(Collected data)
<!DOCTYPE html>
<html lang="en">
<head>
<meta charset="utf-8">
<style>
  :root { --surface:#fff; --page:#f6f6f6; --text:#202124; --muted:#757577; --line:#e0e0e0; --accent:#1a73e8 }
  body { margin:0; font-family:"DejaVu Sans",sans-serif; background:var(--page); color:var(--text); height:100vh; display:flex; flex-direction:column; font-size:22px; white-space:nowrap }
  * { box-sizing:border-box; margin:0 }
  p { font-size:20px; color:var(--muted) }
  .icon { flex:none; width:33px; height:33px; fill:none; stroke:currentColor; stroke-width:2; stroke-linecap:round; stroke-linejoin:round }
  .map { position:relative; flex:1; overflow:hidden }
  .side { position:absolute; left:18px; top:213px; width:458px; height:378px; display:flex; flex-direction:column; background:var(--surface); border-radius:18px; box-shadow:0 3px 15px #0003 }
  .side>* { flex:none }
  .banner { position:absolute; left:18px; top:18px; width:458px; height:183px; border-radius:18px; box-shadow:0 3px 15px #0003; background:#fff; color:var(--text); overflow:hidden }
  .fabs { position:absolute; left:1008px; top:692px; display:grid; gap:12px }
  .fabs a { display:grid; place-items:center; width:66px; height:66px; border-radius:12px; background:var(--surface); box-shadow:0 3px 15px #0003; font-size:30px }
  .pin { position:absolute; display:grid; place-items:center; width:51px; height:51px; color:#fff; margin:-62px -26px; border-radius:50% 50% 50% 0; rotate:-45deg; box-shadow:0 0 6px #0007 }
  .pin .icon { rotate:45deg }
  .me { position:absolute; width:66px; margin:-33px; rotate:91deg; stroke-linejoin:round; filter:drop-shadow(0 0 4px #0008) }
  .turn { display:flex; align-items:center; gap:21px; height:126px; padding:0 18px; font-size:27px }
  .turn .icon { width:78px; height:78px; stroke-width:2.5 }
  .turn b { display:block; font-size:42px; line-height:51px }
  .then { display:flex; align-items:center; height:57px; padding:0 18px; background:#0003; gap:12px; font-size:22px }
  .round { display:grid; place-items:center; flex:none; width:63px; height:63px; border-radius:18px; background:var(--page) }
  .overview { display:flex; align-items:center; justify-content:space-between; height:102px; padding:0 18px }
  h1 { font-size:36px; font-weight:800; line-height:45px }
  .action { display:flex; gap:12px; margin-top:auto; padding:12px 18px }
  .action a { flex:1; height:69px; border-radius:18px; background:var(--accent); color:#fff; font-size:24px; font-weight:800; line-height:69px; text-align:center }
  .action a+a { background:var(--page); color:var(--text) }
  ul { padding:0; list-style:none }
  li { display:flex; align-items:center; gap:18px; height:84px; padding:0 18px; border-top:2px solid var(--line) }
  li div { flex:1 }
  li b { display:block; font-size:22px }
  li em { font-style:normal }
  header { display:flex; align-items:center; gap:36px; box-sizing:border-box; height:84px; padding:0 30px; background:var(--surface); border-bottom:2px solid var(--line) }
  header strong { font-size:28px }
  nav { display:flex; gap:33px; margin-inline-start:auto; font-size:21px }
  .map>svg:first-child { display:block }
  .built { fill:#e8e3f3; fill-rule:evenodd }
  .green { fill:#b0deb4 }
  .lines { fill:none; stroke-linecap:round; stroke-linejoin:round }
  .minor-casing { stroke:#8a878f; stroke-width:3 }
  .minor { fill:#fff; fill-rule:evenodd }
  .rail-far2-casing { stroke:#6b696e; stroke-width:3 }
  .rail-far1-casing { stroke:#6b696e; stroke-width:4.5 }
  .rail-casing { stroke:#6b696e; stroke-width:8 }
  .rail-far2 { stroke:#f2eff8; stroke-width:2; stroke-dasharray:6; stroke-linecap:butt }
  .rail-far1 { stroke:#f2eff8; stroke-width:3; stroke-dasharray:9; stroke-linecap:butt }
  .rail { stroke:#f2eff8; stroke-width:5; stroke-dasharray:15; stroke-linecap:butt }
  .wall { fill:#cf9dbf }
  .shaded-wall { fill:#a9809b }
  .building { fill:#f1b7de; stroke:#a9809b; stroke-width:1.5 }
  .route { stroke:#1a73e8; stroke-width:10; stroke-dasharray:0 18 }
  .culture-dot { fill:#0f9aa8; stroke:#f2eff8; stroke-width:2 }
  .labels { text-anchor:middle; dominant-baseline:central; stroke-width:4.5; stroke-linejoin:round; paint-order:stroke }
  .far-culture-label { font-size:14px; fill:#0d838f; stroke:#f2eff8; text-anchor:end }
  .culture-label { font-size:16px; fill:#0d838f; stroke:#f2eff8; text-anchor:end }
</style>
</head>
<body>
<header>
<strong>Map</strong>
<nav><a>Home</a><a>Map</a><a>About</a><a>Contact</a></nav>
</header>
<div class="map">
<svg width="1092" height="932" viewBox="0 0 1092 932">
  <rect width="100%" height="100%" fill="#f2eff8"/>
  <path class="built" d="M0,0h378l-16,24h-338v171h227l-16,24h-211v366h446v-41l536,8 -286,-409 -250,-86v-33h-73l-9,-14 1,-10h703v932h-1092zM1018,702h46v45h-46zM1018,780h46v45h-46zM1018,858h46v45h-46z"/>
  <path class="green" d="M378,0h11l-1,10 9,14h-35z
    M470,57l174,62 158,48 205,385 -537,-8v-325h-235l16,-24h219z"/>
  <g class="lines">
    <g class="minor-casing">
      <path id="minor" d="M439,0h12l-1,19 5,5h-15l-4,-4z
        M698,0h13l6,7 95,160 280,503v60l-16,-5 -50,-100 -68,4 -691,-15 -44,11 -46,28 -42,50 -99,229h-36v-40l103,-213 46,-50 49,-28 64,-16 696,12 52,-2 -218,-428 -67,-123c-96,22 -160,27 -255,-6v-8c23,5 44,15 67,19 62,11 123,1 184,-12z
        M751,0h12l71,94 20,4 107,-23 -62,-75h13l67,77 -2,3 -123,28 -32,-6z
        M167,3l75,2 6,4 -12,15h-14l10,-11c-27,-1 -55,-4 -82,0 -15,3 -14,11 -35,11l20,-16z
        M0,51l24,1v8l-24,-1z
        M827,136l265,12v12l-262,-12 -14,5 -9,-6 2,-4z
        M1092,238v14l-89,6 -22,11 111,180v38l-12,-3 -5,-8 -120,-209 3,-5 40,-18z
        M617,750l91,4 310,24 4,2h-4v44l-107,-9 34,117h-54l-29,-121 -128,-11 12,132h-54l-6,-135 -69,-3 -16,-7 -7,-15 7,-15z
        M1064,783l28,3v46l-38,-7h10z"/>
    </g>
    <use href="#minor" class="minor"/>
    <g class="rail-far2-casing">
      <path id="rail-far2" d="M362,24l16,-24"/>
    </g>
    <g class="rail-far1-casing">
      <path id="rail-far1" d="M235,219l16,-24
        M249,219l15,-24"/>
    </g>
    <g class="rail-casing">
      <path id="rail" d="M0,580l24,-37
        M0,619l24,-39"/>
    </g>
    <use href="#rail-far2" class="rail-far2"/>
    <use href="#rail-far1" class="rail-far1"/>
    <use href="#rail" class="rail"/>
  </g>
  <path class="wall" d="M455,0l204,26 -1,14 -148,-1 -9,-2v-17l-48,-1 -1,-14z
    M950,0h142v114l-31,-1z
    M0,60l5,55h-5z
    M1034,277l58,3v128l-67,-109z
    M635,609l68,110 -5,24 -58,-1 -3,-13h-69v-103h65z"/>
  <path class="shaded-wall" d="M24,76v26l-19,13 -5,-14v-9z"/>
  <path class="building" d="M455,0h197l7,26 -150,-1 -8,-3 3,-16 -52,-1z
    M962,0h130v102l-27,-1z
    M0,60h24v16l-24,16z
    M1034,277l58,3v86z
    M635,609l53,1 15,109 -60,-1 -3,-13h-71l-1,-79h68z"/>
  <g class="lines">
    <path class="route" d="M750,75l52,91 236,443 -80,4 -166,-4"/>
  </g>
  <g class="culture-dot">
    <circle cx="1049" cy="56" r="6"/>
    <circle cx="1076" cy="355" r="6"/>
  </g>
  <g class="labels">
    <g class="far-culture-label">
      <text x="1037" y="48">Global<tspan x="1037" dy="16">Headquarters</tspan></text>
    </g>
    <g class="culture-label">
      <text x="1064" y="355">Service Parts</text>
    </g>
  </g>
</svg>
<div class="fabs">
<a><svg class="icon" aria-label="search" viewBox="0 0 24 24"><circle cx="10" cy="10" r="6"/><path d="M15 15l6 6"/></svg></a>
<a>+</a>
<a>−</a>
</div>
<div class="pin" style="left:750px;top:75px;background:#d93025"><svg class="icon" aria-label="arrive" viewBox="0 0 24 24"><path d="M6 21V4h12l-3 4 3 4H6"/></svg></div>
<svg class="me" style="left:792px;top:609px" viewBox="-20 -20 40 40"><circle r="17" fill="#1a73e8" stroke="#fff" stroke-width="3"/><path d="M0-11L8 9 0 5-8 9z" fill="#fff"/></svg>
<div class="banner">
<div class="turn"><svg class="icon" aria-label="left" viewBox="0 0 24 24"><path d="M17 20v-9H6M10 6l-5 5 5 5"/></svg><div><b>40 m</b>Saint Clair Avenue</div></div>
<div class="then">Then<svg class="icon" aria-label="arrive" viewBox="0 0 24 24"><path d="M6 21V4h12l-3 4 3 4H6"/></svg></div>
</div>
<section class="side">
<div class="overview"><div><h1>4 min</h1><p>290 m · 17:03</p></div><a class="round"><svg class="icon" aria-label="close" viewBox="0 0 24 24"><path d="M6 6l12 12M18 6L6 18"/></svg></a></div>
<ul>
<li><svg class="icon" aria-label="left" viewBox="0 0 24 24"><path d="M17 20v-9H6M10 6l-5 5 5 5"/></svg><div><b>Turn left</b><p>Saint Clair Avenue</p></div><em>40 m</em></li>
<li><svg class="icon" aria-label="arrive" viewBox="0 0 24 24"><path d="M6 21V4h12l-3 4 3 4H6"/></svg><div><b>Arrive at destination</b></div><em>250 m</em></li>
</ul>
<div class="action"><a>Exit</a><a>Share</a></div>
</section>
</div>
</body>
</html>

Instructions to follow: Return a copy of each line in the entries that contains "direction".

Worked solution:
  body { margin:0; font-family:"DejaVu Sans",sans-serif; background:var(--page); color:var(--text); height:100vh; display:flex; flex-direction:column; font-size:22px; white-space:nowrap }
  .side { position:absolute; left:18px; top:213px; width:458px; height:378px; display:flex; flex-direction:column; background:var(--surface); border-radius:18px; box-shadow:0 3px 15px #0003 }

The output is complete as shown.